Perdarahan yang terjadi di serebelum atau di dekat batang otak, dianjurkan untuk dievakuasi apabila diameternya diatas 3 cm. Perdarahan serebelum cenderung berkembang

cepat menyebabkan perburukan neurologis atau kematian karena letaknya dekat dengan batang otak. Pada penderita dengan GCS 13 atau kurang dengan perdarahan 4 ml atau lebih perlu dilakukan evakuasi. Beberapa penulis lain lebih menekankan beberapa sindroma serebelar dan saraf kranial sebagai dasar untuk pengambilan keputusan operasi di samping kriteria radiologis diatas.

2.9.3 Teknik operasi pada perdarahan intraserebral spontan

Meskipun Chushing merupakan manusia yang sukses pertama kali melakukan craniotomy untuk mengevakuasi hematoma intraserebral, beberapa ahli bedah setelahnya secara sporadis juga berhasil dalam operasi intraserebral hematoma, bahkan meliputi perdarahan intrakranial akibat trauma maupun spontan (Penfield,1933) (Bagley,1932) (Doughty, 1938). Pada tahun 1932, Bagley pertama kali mendeskripsikan indikasi evakuasi berdasarkan lokasi hematoma.

Pada tahun 1961, McKissock dan kawan-kawan mempublikasikan sikap pesimistik terhadap tindakan operasi pada perdarahan intraserebral spontan. Mereka melaporkan angka mortalitas sebesar 51% pada 244 pasien yang dilakukan operasi dan mortalitas 100% pada pasien yang koma. Mortalitas setelah tindakan operasi dilaporkan bervariasi pada penelitian-penelitian berikutnya berkisar antara 20% hingga 90% pada penderita koma dengan perdarahan ganglionik dan thalamik yang lokasinya dalam. Berdasarkan hasil penelitian yang saling kontroversial tersebut, kemudian muncul beberapa teknik minimal invasive seperti tindakan aspirasi sederhana, aspirasi menggunakan stereotaktik, pengobatan menggunakan fibrinolitik, aspirasi mekanik, dan endoskopi.

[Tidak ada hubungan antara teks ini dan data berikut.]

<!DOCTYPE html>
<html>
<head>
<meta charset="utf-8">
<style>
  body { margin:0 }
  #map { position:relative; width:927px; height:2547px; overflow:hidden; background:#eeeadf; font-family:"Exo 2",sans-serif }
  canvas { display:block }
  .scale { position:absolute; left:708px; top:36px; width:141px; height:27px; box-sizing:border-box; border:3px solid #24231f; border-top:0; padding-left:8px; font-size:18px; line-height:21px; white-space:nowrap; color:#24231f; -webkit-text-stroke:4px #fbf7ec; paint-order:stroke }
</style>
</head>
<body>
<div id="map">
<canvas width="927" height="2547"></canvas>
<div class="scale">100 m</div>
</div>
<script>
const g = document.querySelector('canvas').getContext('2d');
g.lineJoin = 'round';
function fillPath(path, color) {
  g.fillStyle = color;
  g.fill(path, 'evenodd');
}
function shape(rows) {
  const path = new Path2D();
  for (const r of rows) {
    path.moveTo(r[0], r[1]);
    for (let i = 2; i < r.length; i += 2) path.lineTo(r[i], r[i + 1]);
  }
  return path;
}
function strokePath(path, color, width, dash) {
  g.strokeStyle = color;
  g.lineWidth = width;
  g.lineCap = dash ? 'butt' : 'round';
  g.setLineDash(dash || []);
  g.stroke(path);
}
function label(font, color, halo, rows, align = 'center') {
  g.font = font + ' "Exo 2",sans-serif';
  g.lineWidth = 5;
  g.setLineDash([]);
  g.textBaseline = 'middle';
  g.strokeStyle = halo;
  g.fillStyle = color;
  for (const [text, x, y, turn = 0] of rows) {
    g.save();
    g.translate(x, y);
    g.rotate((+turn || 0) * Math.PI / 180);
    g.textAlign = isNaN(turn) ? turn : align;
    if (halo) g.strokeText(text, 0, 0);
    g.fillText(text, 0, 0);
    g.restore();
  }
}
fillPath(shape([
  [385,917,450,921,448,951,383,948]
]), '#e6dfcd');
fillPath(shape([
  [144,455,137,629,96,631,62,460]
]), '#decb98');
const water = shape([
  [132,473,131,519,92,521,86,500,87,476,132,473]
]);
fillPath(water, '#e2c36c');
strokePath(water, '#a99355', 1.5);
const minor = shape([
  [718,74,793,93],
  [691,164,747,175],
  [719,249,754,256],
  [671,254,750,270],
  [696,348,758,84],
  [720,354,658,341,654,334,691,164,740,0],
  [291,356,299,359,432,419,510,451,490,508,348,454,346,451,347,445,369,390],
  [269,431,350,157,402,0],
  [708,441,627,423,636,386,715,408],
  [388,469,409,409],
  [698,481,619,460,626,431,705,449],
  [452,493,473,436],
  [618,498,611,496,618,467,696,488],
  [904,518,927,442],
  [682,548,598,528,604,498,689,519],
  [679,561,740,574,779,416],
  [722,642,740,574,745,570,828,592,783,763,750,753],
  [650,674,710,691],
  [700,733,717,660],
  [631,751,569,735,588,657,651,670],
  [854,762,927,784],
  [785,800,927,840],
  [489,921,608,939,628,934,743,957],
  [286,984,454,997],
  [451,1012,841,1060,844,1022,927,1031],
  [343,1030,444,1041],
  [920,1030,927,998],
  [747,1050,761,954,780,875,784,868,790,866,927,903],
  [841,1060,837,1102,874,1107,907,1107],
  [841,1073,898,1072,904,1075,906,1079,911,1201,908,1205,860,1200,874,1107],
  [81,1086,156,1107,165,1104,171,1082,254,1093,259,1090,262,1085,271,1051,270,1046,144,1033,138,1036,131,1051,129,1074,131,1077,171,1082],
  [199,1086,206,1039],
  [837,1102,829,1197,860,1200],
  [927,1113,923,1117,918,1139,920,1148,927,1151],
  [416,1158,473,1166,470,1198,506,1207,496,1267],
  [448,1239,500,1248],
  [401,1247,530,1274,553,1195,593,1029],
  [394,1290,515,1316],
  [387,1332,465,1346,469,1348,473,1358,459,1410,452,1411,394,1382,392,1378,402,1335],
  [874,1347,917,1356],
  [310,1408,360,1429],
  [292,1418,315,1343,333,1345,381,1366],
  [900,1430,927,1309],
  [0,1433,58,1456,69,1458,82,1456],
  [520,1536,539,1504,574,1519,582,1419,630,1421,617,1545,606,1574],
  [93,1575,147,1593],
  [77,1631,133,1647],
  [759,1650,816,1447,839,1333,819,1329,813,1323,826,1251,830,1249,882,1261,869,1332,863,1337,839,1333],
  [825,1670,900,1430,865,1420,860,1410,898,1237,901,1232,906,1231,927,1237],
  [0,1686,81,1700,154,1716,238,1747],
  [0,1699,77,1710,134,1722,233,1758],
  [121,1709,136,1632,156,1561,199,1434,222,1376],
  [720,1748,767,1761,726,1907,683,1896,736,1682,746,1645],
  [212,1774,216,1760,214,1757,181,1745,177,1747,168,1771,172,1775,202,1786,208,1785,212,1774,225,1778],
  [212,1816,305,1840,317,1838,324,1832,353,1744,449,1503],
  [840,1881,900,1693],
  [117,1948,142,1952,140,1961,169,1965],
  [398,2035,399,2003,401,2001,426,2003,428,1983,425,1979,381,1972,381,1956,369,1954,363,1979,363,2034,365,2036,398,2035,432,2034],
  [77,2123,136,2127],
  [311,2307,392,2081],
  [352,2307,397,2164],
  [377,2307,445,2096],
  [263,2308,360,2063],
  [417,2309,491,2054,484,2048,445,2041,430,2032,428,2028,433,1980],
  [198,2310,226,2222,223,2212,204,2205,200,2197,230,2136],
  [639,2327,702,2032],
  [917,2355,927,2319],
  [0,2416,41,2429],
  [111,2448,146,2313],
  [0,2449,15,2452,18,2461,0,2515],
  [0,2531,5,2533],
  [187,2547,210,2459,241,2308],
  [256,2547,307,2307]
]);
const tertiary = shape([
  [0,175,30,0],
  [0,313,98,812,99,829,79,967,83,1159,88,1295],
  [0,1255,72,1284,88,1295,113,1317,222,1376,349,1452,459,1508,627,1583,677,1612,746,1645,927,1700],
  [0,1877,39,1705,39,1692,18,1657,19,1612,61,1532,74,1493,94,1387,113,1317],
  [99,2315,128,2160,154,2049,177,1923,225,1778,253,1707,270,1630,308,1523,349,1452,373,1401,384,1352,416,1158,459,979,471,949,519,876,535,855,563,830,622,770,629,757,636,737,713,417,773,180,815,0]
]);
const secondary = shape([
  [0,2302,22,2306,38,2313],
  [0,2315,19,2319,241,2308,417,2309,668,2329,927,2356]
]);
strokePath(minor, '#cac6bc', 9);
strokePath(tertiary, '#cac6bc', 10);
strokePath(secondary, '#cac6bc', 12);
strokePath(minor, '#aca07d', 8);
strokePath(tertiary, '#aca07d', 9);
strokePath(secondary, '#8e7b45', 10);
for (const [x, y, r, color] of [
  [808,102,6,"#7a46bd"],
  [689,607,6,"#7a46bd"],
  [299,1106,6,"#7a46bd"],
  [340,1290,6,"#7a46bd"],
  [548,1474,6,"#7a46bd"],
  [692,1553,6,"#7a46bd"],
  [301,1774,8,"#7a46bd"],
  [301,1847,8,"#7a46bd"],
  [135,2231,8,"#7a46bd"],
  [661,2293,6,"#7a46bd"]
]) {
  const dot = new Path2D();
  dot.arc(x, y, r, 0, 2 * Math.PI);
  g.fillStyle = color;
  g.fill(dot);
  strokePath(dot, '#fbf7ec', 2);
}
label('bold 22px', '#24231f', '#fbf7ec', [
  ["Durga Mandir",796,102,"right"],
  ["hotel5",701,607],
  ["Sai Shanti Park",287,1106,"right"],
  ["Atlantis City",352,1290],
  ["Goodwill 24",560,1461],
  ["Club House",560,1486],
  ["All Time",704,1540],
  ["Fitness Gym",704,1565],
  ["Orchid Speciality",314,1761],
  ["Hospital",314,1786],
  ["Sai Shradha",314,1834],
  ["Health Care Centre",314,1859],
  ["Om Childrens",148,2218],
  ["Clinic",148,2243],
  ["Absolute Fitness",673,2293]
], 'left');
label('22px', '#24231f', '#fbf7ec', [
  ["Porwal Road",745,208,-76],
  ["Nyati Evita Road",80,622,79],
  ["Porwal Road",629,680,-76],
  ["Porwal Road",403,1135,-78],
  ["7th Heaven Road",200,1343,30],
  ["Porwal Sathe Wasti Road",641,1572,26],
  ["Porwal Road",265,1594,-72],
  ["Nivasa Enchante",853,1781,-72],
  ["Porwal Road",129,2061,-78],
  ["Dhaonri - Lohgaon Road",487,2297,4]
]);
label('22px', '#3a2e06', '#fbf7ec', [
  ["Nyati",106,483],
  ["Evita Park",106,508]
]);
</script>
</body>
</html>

Kraniektomi dekompresi tanpa melakukan evakuasi clot juga dapat memberikan hasil klinis yang baik pada perdarahan basal ganglia. Heuts dkk. (2013) melakukan penelitian

terhadap pasien dengan basal ganglia yang dilakukan hemikraniektomi dekompresi tanpa evakuasi clot dan didapati mortalitas 6 bulan sebesar 20%. (Simon G. 2013)

Secara keseluruhan teknik operasi yang dipakai pada penatalaksanaan tindakan bedah pada perdarahan spontan basal ganglia meliputi: evakuasi clot dengan open surgery dan endoscopy atau hanya kraniektomi dekompresi tanpa evakuasi clot.